By Irina Slav
Nuclear energy had been falling further and further out of favor amid falling costs for renewable energy installations. But suggestions of its death have been highly exaggerated. The $1-trillion bipartisan deal that the Senate approved earlier this month envisages $6 billion to support nuclear power. And some utilities are considering mini reactors to support their emission reduction efforts. There is perhaps no better proof that nuclear power would be needed in the net-zero world than the fact that the infrastructure bill—which runs for 2,700 pages—seeks to support existing nuclear plants that are becoming uneconomical in competition with cheap gas and renewables. Apparently, these projects need to be made economical again in order to secure future electricity supply for an economy that, if plans pan out, will run overwhelmingly on electricity.

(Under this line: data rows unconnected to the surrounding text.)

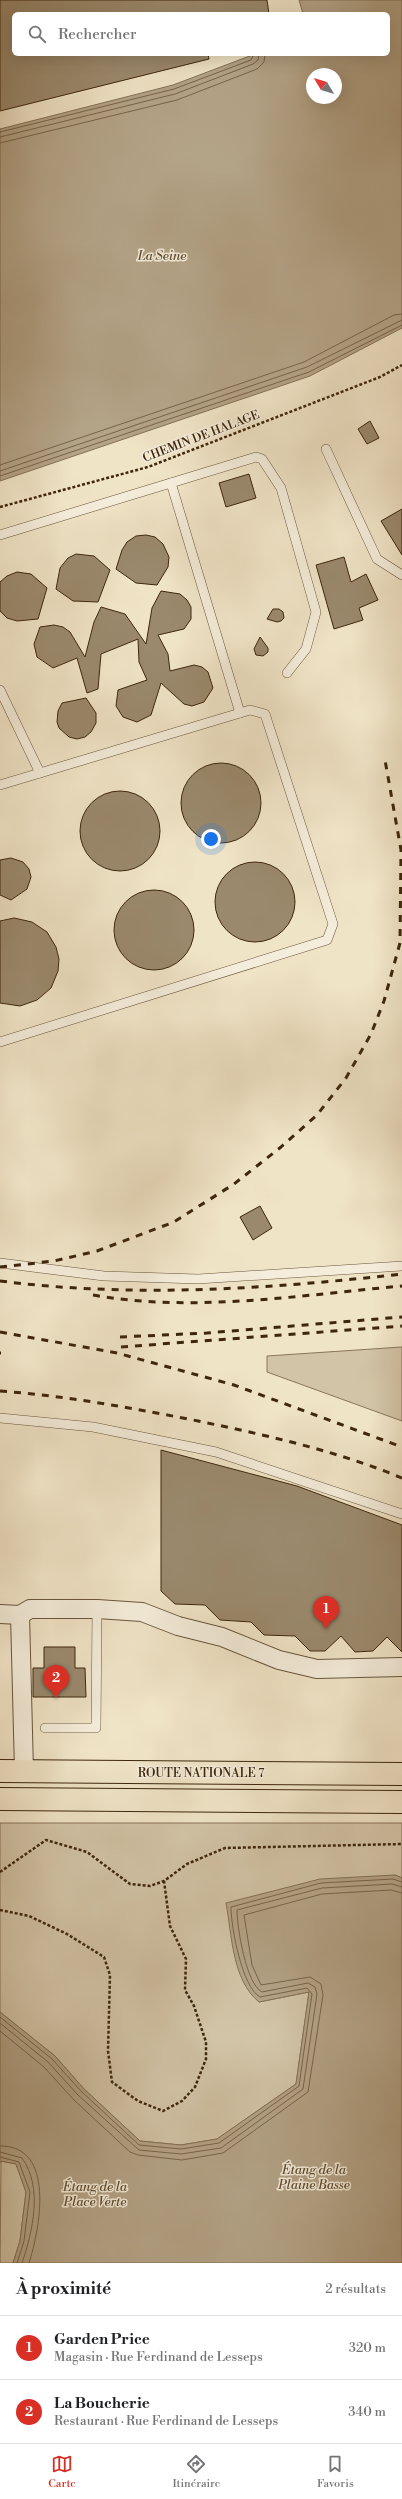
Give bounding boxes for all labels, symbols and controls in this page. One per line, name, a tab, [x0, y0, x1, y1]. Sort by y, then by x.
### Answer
search box	[12, 12, 390, 56]
icon: search	[26, 23, 48, 45]
text: Rechercher	[58, 25, 137, 44]
north arrow	[306, 68, 342, 104]
water label: La Seine	[137, 248, 186, 264]
street label: CHEMIN DE HALAGE	[141, 407, 262, 466]
your location	[201, 829, 221, 849]
pin: 1	[313, 1596, 339, 1629]
pin: 2	[43, 1665, 69, 1698]
street label: ROUTE NATIONALE 7	[138, 1766, 264, 1781]
water label: Étang de la Plaine Basse	[277, 2161, 350, 2193]
water label: Étang de la Place Verte	[62, 2178, 128, 2210]
text: À proximité	[16, 2278, 111, 2300]
text: 2 résultats	[325, 2281, 386, 2297]
text: Garden Price	[54, 2330, 150, 2349]
text: 1	[26, 2340, 32, 2356]
text: 320 m	[349, 2340, 386, 2356]
text: Magasin · Rue Ferdinand de Lesseps	[54, 2349, 263, 2365]
text: La Boucherie	[54, 2394, 150, 2413]
text: 2	[25, 2404, 33, 2420]
text: 340 m	[348, 2404, 386, 2420]
text: Restaurant · Rue Ferdinand de Lesseps	[54, 2413, 278, 2429]
tab: Carte	[48, 2453, 76, 2491]
tab: Itinéraire	[172, 2453, 220, 2491]
tab: Favoris	[317, 2453, 354, 2491]

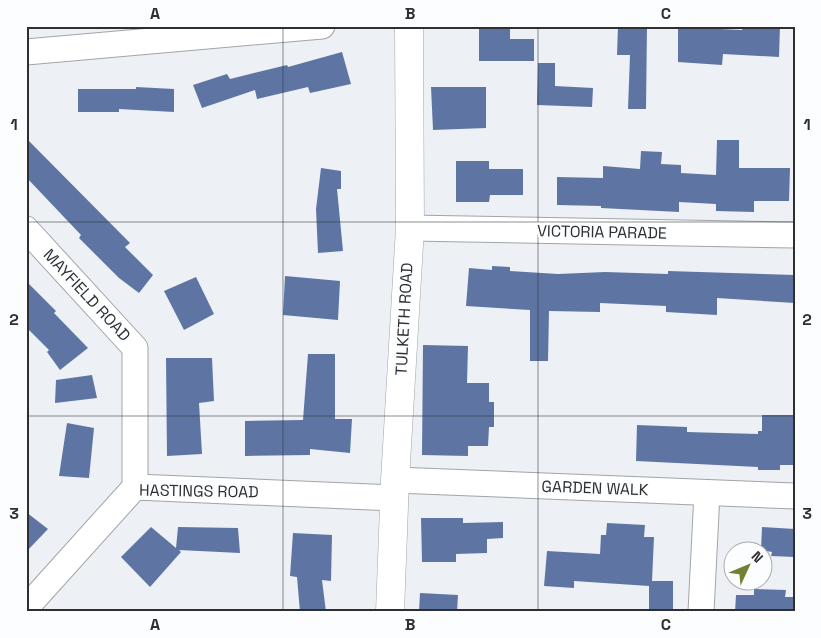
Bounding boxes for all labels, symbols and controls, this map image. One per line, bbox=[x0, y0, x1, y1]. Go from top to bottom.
text: A bbox=[150, 3, 160, 24]
text: B bbox=[405, 3, 415, 24]
text: C bbox=[661, 3, 671, 24]
text: 1 bbox=[10, 114, 18, 135]
text: 1 bbox=[803, 114, 811, 135]
street label: VICTORIA PARADE bbox=[537, 220, 667, 244]
street label: MAYFIELD ROAD bbox=[39, 244, 135, 346]
street label: TULKETH ROAD bbox=[391, 262, 417, 376]
text: 2 bbox=[9, 309, 19, 330]
text: 2 bbox=[802, 309, 812, 330]
street label: GARDEN WALK bbox=[541, 476, 649, 500]
street label: HASTINGS ROAD bbox=[139, 479, 259, 503]
text: 3 bbox=[9, 503, 19, 524]
text: 3 bbox=[802, 503, 812, 524]
north arrow bbox=[724, 540, 774, 590]
text: N bbox=[748, 547, 767, 567]
text: A bbox=[150, 614, 160, 635]
text: B bbox=[405, 614, 415, 635]
text: C bbox=[661, 614, 671, 635]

The bill also includes financing for new nuclear reactors—small, modular ones. Small modular reactors appear to be growing in popularity as an alternative to the huge and expensive nuclear reactors of the past.

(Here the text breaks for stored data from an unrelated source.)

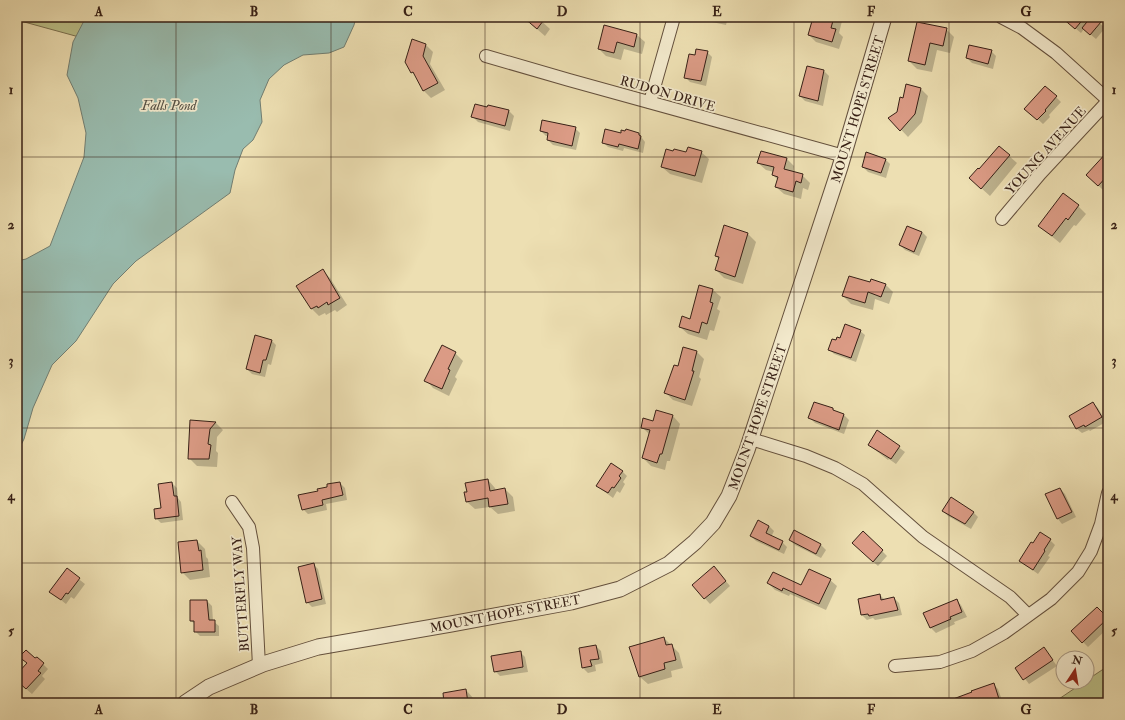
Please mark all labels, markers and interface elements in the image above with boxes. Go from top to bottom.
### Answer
text: A [94,4,104,20]
text: B [250,4,258,20]
text: C [403,4,413,20]
text: D [557,4,568,20]
text: E [712,4,722,20]
text: F [867,4,876,20]
text: G [1021,4,1032,20]
street label: MOUNT HOPE STREET [828,33,888,185]
street label: RUDON DRIVE [618,73,717,115]
text: 1 [9,82,14,98]
text: 1 [1112,82,1117,98]
water label: Falls Pond [141,97,198,114]
street label: YOUNG AVENUE [1002,103,1089,198]
text: 2 [8,217,15,233]
text: 2 [1111,217,1118,233]
street label: MOUNT HOPE STREET [725,342,791,492]
text: 3 [9,353,14,369]
text: 3 [1112,353,1117,369]
text: 4 [6,488,15,504]
text: 4 [1109,488,1118,504]
street label: BUTTERFLY WAY [229,535,253,652]
street label: MOUNT HOPE STREET [428,591,582,636]
text: 5 [8,623,14,639]
text: 5 [1111,623,1117,639]
north arrow [1055,650,1095,690]
text: N [1070,653,1084,668]
text: A [94,702,104,718]
text: B [250,702,258,718]
text: C [403,702,413,718]
text: D [557,702,568,718]
text: E [712,702,722,718]
text: F [867,702,876,718]
text: G [1021,702,1032,718]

There is just one problem with small nuclear reactors. They have yet to be approved for deployment.
The Department of Energy last year set aside $3.2 billion over seven years to develop small modular nuclear reactors, the Wall Street Journal’s Elena Shao wrote in a recent article. A number of such projects are being tested in the United States and elsewhere, but they have yet to pass regulatory reviews that would give them the stamp of approval necessary to start building the actual reactors. According to the article, this is unlikely to happen before 2030. Worse still, the modular reactors have to prove cost-effective to have a future.
China is a step ahead, it seems. Earlier this year, state-owned China National Nuclear Corporation started the construction of the world’s first small modular nuclear reactor. The project, Linglong One, has passed the safety review of the International Atomic Energy Agency. When completed, it could cover the energy needs of over half a million households. The Linglong One reactor is the fruit of a decade of research into small modular nuclear reactors.
“Advanced SMRs offer many advantages, such as relatively small physical footprints, reduced capital investment, ability to be sited in locations not possible for larger nuclear plants, and provisions for incremental power additions,” the U.S. Energy Department says. “SMRs also offer distinct safeguards, security, and nonproliferation advantages.”
They also appear to complement wind and solar power installations. In fact, they might prove to be a necessity if the net-zero scenario is to play out.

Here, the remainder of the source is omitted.